An Open Letter to the President

March 10, 2009

Dear President Obama

Since the inauguration, your administration has repeatedly announced that you will be addressing the Islamic world from a Middle East capital within your first 100 days in office. While your supporters have endlessly praised this decision as prudent and respectful attempt at dialogue, I believe it is an ill-conceived decision. The speech will not, as many hope, help the United States rebuild its image in the region. Forgive my presumptuousness, but I base the following suppositions on the comments directed to the region in your inaugural address.

In the upcoming speech, I anticipate that you will speak to the political ‘moderates’ of the Middle East, asking them to stand with the United States against the fundamentalists bent on embroiling the region in conflict. I also assume that you will give lip service to the United States’ dedication to regional democratization, peace, and economic progress. While these goals are noble on the surface, the modernist discourse underpinning them bares their imperiousness and, consequently, undermines your aims.

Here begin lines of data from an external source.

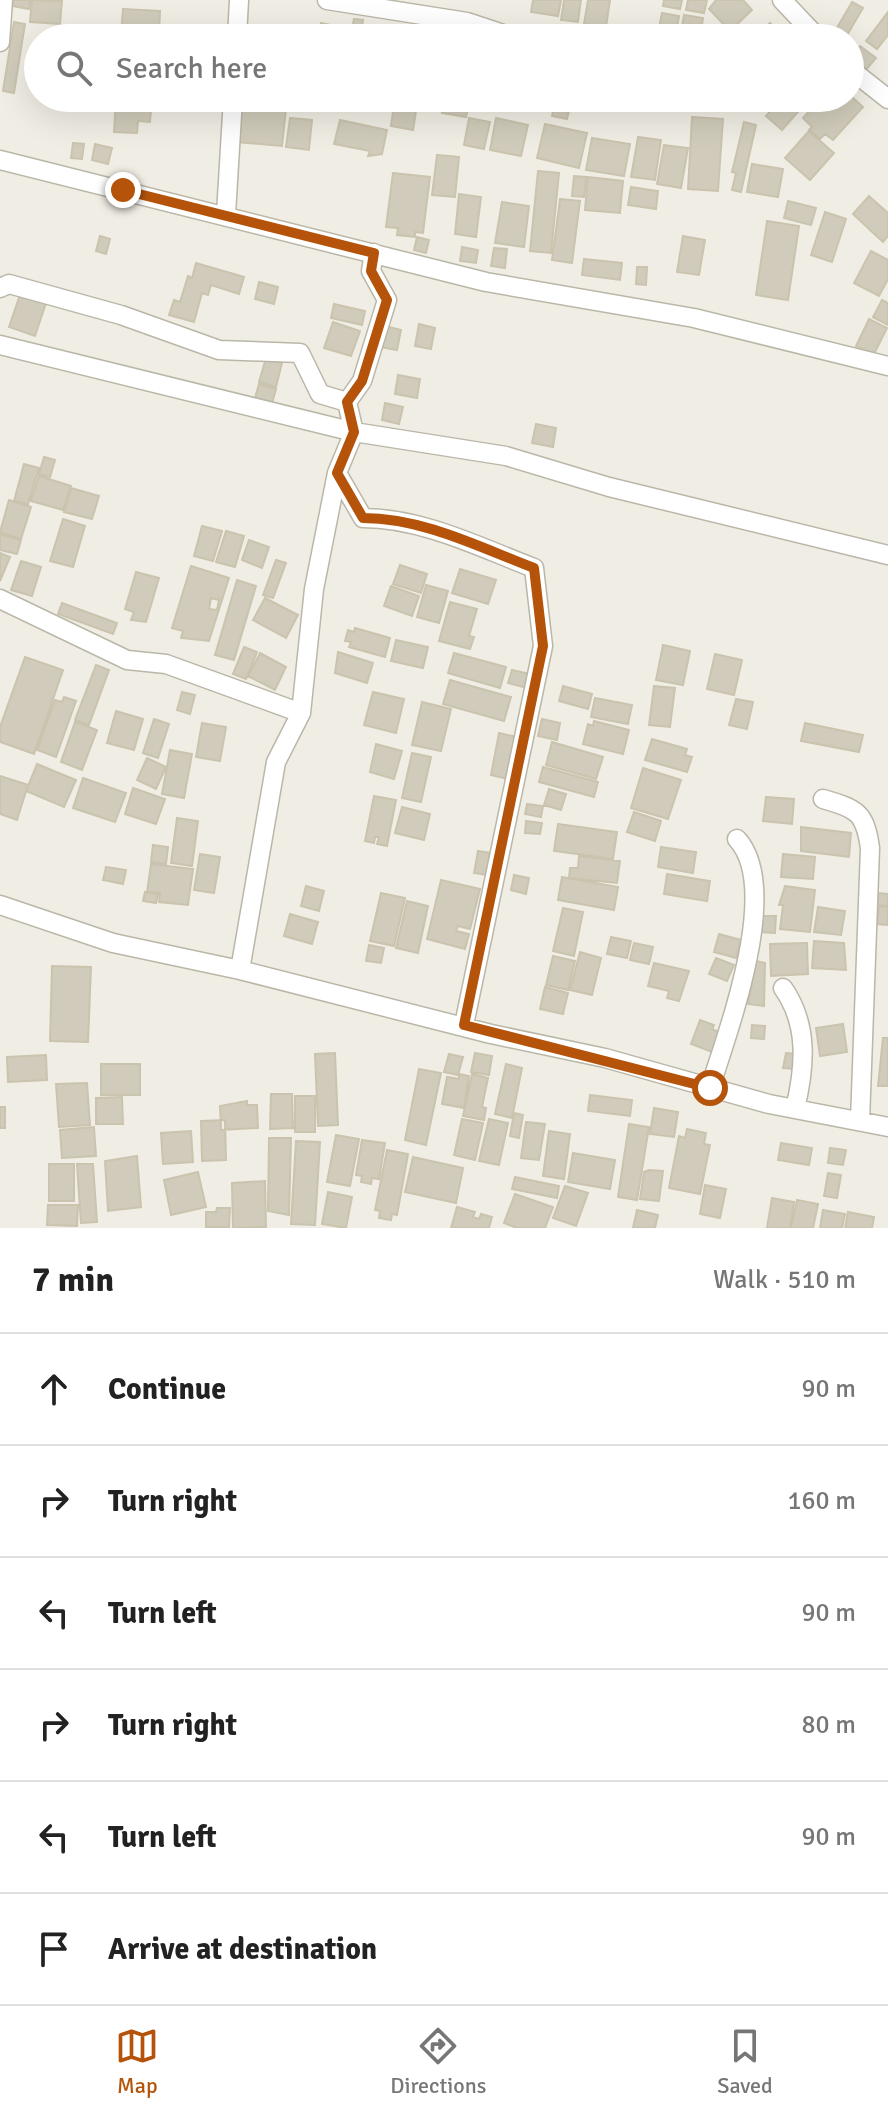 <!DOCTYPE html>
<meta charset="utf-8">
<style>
body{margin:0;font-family:Signika,sans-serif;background:#f6f6f6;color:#222}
.stop{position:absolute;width:24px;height:24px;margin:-18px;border:6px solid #b45309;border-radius:50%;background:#fff}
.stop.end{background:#b45309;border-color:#fff;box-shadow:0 2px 8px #0008}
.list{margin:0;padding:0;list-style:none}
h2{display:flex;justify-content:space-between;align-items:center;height:104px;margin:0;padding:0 32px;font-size:34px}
h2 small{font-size:26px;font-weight:400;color:#767676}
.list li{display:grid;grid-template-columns:52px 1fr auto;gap:24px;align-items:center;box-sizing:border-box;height:112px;padding:0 32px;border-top:2px solid #e0e0e0}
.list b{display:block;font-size:30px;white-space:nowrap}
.list em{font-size:26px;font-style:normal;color:#767676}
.icon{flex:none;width:44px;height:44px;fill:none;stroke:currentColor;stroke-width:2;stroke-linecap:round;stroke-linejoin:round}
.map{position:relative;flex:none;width:888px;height:1228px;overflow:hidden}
.search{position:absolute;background:#fff;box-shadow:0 8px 32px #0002;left:24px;right:24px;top:24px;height:88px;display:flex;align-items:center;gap:20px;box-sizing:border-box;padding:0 28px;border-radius:44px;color:#767676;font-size:30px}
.sheet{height:776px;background:#fff}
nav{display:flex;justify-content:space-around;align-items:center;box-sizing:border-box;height:112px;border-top:2px solid #e0e0e0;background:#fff;font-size:22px;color:#767676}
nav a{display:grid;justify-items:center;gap:4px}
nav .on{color:#b45309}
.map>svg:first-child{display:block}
.building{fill:#d0cbba;stroke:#cac3ae;stroke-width:2;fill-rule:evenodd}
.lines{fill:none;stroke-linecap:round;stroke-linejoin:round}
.minor-casing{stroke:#bab6a8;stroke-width:21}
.minor{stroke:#fff;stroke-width:18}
.route{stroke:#b45309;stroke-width:10}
</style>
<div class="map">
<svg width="888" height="1228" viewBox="0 0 888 1228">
<rect width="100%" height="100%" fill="#f0eee4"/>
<path class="building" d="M13 0H30L29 9 12 6Z
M32 0 62 1 60 24 30 22Z
M533 0H561L558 16 531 12Z
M564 0H581L578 22 561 20Z
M588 0H610L606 27 584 24Z
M664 0H682L680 9 663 6Z
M688 0H707L704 13 686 10Z
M716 0H743L752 10 730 31 709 9Z
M852 2 863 8 846 37 835 31Z
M123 9 160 11 159 34 121 33Z
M888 12V35L877 49 866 41Z
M662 13 679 16 675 38H657Z
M684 15 703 18 700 38H680Z
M354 19 363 20 361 35 351 33Z
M14 22 25 24 14 93 3 91Z
M321 23 350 29 348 38H318Z
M770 23 786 38H756Z
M583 28 593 30 592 38H581Z
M120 35 152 37 119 38Z
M860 46 876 58 866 70 850 58Z
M850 95 863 107 833 140 825 134 820 139 809 130 812 127 803 118 821 98H850Z
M116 98H152L150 122 138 121 137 133 114 132Z
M395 98H418L413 130 391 126Z
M445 98H470L466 117 442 113Z
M556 98H572L567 119 552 116Z
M782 98H810L782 130 766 116Z
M240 105 286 109 282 146 237 142Z
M692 117 723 119 718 191 688 189Z
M290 118 312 120 309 150 286 147Z
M469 118 490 122 484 149 464 145Z
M496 118 528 125 521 156 490 150Z
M340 120 387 130 382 154 368 156 370 151 334 144Z
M744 122 756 125 741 192 732 190 736 173 732 172Z
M545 124 587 133 579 168 537 158Z
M809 131 834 153 810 180 785 158Z
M638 137 661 140 655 180 631 177Z
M592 138 630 144 624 176 586 170Z
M73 143 84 144 82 159 71 158Z
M95 144 112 148 108 164 92 160Z
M664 145 688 148 681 188 657 184Z
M437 155 459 157 455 197 432 195Z
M752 164 783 169 778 197 747 192Z
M538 171 559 173 551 253 530 251Z
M393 173 430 177 423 233 415 232V237L397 235 398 228 386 227Z
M574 176 586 177 584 197 572 196Z
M588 177 623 181 620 213 585 210Z
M631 187 658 191 656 209 628 205Z
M459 194 481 197 476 237 455 234Z
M869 196 888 213V236L883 242 853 214Z
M560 199 580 201 572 263 552 260Z
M788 201 816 208 811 225 784 218Z
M502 202 529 206 524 247 495 243Z
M825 212 846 219 832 262 811 255Z
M767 221 799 226 788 300 756 295Z
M100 236 110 239 106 254 96 251Z
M683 236 705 240 699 275 677 272Z
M417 237 429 240 426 253 414 250Z
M462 247 478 250 476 263 460 261Z
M494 248 507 249 505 268 491 266Z
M871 251 888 260V279L879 296 854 283Z
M584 259 622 263 620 280 582 275Z
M196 263 244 277 239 294 211 285 208 295 202 293 194 322 169 315 174 300 180 302 188 276 192 278Z
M637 267H647L646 285 636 284Z
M259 282 278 287 274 304 255 299Z
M21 292 47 300 35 336 9 327Z
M882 300 888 303V325L873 317Z
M334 304 365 311 362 325 331 318Z
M869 319 887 328 874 354 856 346Z
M333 322 360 331 351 356 324 348Z
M419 324 435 328 431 349 415 346Z
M385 326 401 330 397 350 380 347Z
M266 358 282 363 276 387 259 382Z
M398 375 420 379 417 398 395 394Z
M259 384 276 389 270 410 253 405Z
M385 403 403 407 399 424 382 420Z
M536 424 556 428 553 447 532 443Z
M44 457 55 460 50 477 39 474Z
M24 464 39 468 28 504 14 501Z
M39 476 71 486 63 510 31 501Z
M71 488 99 496 92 519 64 512Z
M9 500 31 507 21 539 0 532Z
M63 519 85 526 73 567 50 561Z
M202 526 222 531 213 561 194 556Z
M226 531 244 536 235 567 216 562Z
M0 534 21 540 17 554 0 550Z
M249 540 269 547 262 568 242 560Z
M0 553 10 557 0 581Z
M276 560 286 563 273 598 263 595Z
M21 561 41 567 32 596 11 590Z
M400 565 427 574 421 593 393 584Z
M191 566 229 578 209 641 181 638 183 631 172 628ZM211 598 219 600 217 610 209 609Z
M460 569 496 580 488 604 452 593Z
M136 572 159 578 146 622 131 620 134 612 125 609Z
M237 580 256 586 234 660 215 655Z
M426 585 448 591 439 623 417 617Z
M391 586 419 596 412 616 384 606Z
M265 598 298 615 286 638 253 620Z
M450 602 477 609 469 636 474 637 470 649 439 641Z
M62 603 117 623 113 634 58 614Z
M355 628 390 638 385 657 349 647 351 642 345 641 348 630 354 632Z
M396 640 428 647 423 668 391 661Z
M663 645 690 651 683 685 656 680Z
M244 647 257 652 246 679 233 674Z
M338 652 373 663 367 683 335 673Z
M260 653 286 667 275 690 248 676Z
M454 653 506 667 500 688 448 673Z
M715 654 742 660 734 695 707 689Z
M25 657 63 670 34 754 0 742V727Z
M96 665 109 670 89 725 75 720Z
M512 670 530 674 527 688 508 683Z
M450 680 511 697 504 721 443 704Z
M563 686 592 694 588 709 559 701Z
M654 686 675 688 670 727 649 725Z
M182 692 195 695 190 714 177 710Z
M373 692 404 699 396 733 364 725Z
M64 697 76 701 56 757 37 750 55 700 62 702Z
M595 698 632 705 628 724 591 717Z
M736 699 753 702 747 729 729 725Z
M422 702 451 709 441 751 412 745Z
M116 711 143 719 134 750 107 743Z
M154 719 169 724 158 758 143 753Z
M542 719 560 723 557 740 538 736Z
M594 721 629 730 623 754 583 744 588 724 593 726Z
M75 722 97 730 82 770 61 762Z
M202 723 226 727 220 761 196 757Z
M805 723 863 735 859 752 801 741Z
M499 733 517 737 508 779 491 775Z
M652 739 687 749 685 755 692 757 687 772 645 760Z
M552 742 603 757 596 779 546 765Z
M376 744 402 751 394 779 370 772Z
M170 750 192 754 184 798 162 794Z
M412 753 431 757 421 802 402 798Z
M147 758 166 767 156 789 137 780Z
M37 764 76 780 64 807 26 791Z
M543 767 598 782 594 797 539 782Z
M643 768 681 780 668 819 631 808Z
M0 776 28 785 17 820 0 814Z
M83 778 126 793 115 822 73 808Z
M133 788 165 799 156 824 125 814Z
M549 789 566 794 561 810 544 805Z
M374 796 396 800 387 846 377 844 379 837H375L374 843 365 841Z
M766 797 794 799 792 824 763 821Z
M527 804 543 806 541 817 525 814Z
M402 807 430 814 424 840 395 833Z
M634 812 661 821 655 841 627 832Z
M177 818 198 821 192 866 171 863Z
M526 821 542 823 540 834 525 833Z
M558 824 617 832 613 859 554 851Z
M801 827 851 833 849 857 801 851Z
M153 845 168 847 166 864 151 862Z
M661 847 696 852 693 873 658 867Z
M478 851 492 853 488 875 474 873Z
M200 854 220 857 214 893 194 890Z
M783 854 815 857 813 879 781 877Z
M579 856 620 861 617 883 569 878 570 868H578Z
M151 864 193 869 188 905 159 902 160 893 147 892Z
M106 867 126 870 123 884 103 880Z
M667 874 710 881 707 901 664 894Z
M514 875 529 878 526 894 511 890Z
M562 877 618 887 614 910 558 900Z
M441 880 480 889 470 929 458 926 456 931 469 934 465 949 427 939Z
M306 886 324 891 319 911 301 906Z
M785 886 815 890 810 932 780 929 783 905H779Z
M145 892 158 894 156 903 143 901Z
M381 893 405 898 394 946 370 941Z
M878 893 888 894V906L877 905Z
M407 901 428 906 418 953 396 948Z
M879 906 888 907V925L877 924Z
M818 907 845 911 841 935 814 932Z
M563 908 583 912 574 956 553 951Z
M290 914 318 922 312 944 284 936Z
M759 916H776L775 933 758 932Z
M719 934 741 940 736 958 714 952Z
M611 937 631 941 627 958 607 954Z
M814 941 844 943 846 970 812 968Z
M634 943 653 947 649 964 630 960Z
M807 943 808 974 771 976 770 944Z
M369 945 384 948 381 963 366 961Z
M580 952 601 958 592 995 570 990Z
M553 956 575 961 568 990 546 985Z
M716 958 734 965 727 981 709 974Z
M756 961 765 963 764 1006 748 1004Z
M654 963 689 971 679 1001 667 998 669 991 648 986Z
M52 966 91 967 88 1042 50 1041Z
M545 987 568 993 563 1014 540 1009Z
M700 1020 714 1025 712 1029 719 1032 712 1052 691 1044Z
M843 1024 847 1052 820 1056 816 1028Z
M752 1025 765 1026 764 1039 751 1038Z
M883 1038H888V1086H878Z
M335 1053 338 1125 318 1126 315 1054Z
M475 1053 492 1056 489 1075 471 1072Z
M786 1053 796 1054 794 1069 783 1068Z
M449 1054 463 1057 458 1075 444 1072Z
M46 1055 47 1080 8 1082 7 1057Z
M101 1064H140V1095H101Z
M506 1064 522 1068 512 1118 495 1114Z
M419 1069 441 1073 426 1145 405 1140Z
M459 1074 469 1076 464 1108 442 1104 447 1077 459 1079Z
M472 1074 488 1078 482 1107 486 1108 484 1120 463 1116Z
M87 1083 90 1125 59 1127 56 1084Z
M271 1094H292L293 1128 270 1129Z
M590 1095 632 1100 630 1116 588 1111Z
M295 1096H315V1132H295Z
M122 1097 123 1124H96V1098Z
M247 1101V1105H257L258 1128 221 1130 220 1106Z
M0 1107H5V1128H0Z
M654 1108 678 1112 674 1137 650 1134Z
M514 1113 523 1115 519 1138 510 1136Z
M462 1119 483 1123 475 1160 454 1155Z
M489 1119 508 1123 499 1165 479 1161Z
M225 1120 226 1160 202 1161 201 1121Z
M526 1122 545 1124 539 1160 521 1158Z
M629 1124 649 1127 637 1200 618 1197Z
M94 1127 96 1156 62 1158 60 1130Z
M687 1129 706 1133 704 1144 710 1145 700 1194 669 1188 679 1136 685 1138Z
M191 1131 193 1162 163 1164 161 1133Z
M549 1131 570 1134 564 1179 543 1176Z
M336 1135 359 1139 350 1186 327 1182Z
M269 1138H291L289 1215 268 1211Z
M362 1140 385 1143 379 1179 372 1178 371 1184 361 1182 362 1176 356 1175Z
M296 1141 320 1142 315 1225 291 1224Z
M781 1143 812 1148 809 1165 778 1160Z
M830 1148 846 1150 843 1165 828 1163Z
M387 1150 408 1154 397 1215 392 1214 391 1220 379 1218 380 1211 375 1210Z
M573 1153 615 1160 610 1189 568 1182Z
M137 1156 141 1207 108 1211 105 1161Z
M413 1157 463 1168 456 1203 405 1192Z
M49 1164H74V1201H49Z
M77 1164H93L97 1222 81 1223Z
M649 1170 663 1171 659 1201 640 1199 644 1172Z
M198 1172 206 1207 171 1215 164 1180Z
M828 1173 841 1175 837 1198 824 1196Z
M515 1177 559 1186 557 1198 512 1189Z
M265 1181 266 1227 233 1228 232 1183Z
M705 1185 726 1189 720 1218 700 1214Z
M565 1186 588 1193 576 1226 553 1218Z
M328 1192 352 1197 346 1228 322 1224Z
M515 1194 553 1207 545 1228H517L504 1223Z
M772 1198 794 1202 790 1228H767Z
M797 1200 818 1204 813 1228H791Z
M48 1205H78L77 1226 47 1225Z
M457 1207 475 1212 473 1217 479 1219 481 1214 492 1217 489 1228H451Z
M217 1208H230L229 1227H206V1212H216Z
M637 1210 658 1215 655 1228H633Z
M823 1210 845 1214 842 1228H820Z
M848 1212 874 1217 872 1228H845Z"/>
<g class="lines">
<g class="minor-casing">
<path id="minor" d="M327 0 467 22 515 38
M782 0 818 38
M237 38 239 0
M0 42 3 0
M850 69 888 99
M0 160 486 282 694 318 888 366
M226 214 233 98
M0 288 9 284 121 315 219 350 300 353 320 394 347 402
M0 345 354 432 506 456 609 487 888 555
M337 473 363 518C422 518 479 547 534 568L543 646 464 1025
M0 599 127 660 166 664 301 713
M823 799C857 809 865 812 870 848L860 1121
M0 905 113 943 240 970 491 1034 605 1058 769 1104 888 1127
M240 970 276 762 301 713 314 589 337 473 354 432 347 402 362 381 387 300 371 271 374 253
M783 988C809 1025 805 1067 795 1109
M710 1088C728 1030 782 888 737 839"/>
</g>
<use href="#minor" class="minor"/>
</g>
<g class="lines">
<path class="route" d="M123 190 374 253 371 271 387 300 362 381 347 402 354 432 337 473 363 518C423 518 479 547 534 568L543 646 464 1025 710 1088"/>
</g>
</svg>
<div class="stop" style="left:710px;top:1088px"></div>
<div class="stop end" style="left:123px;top:190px"></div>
<div class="search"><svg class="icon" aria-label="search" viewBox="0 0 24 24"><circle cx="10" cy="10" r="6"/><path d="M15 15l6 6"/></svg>Search here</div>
</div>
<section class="sheet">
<h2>7 min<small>Walk · 510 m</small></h2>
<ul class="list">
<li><svg class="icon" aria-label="ahead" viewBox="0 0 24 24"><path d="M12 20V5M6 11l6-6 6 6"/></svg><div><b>Continue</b></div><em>90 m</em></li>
<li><svg class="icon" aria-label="right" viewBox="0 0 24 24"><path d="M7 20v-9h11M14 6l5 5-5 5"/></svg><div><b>Turn right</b></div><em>160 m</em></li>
<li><svg class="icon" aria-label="left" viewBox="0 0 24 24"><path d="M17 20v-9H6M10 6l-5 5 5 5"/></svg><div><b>Turn left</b></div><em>90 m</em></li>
<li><svg class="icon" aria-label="right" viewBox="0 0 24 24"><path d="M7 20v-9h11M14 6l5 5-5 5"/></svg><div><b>Turn right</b></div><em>80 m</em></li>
<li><svg class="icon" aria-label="left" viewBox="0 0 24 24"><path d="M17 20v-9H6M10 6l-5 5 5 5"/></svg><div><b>Turn left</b></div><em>90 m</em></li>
<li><svg class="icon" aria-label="arrive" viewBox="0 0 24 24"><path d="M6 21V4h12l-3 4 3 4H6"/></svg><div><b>Arrive at destination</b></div></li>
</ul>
</section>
<nav>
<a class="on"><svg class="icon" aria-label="map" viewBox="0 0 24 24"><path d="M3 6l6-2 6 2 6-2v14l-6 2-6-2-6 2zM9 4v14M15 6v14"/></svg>Map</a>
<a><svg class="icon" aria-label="directions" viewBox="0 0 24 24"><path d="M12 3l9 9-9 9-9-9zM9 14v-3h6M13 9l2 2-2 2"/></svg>Directions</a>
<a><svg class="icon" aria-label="saved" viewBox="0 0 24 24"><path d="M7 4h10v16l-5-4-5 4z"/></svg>Saved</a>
</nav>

In the West, the discourse of modernity rests on the belief that the non-West has existed on the periphery of the progress of the West. As scholar Tim Mitchell argues, modernity exists in a spatial and temporal relationship to the West. In the context, modernity geographically emanates from the Europe and the United States. The history of the non-West also derives its significance from its relationship to the West. To achieve modernity, then, the West requires the non-West must mimic and actualize Western values and its institutions.

Surely, the West-centric assumptions of the address will not be lost on the inhabitants of the Middle East. In fact, this approach throughout the decades has ignited the ire that you now seek to quell. The address will restate one of the primary justifications for European imperialism, that is the so-called white man’s burden. You seek to drag the people of the region from their seemingly stagnant, if not regressive, cultural, economic, and political relations and introduce them to the West’s definition of modernity. Yet, you do not comprehend that that modernity is a universally affective and objective set of ideas that illicit individuated socio-cultural responses.

The strong political public has long existed in the Middle East, and its liberation from the authoritarian regimes that the United States currently supports will be more beneficial to the image of the United States than your ill-advised but well-intentioned address. Through unimpeded public deliberation, the peoples of the region will be able to formulate a stable and culturally-responsive reaction to modernity. The people of the region yearn for democracy, but on their own terms. When the present governments in the region fall – and they eventually will – Islamist governments will fill the void. But, then again, any truly democratic government in the Middle East will take this form.

Islamist democracies are to be embraced, not feared, for two reasons. First, they are likely to be moderate governments for a myriad of reasons. Second, possibilities for cooperation or conflict between an ego (the United States) and an alter (Islamist democracies) is based upon their previous interactions. A conciliatory orientation by the United States toward these populist movements in the present will build and secure mutual amity and cooperation in the future. Despite the arguments of many in the policy establishment, politics is not just a zero-sum game.

Mr. President, I urge you to rethink your address to the Middle East. While many on the American left will favorably compare your address to John F. Kennedy’s historic 1963 Berlin Speech, the response from the region will certainly be sour. I agree that the United States must act to improve its image in the Islamic world, but the likely undertones of a West-centric modernist discourse in the address will undermine its primary objective.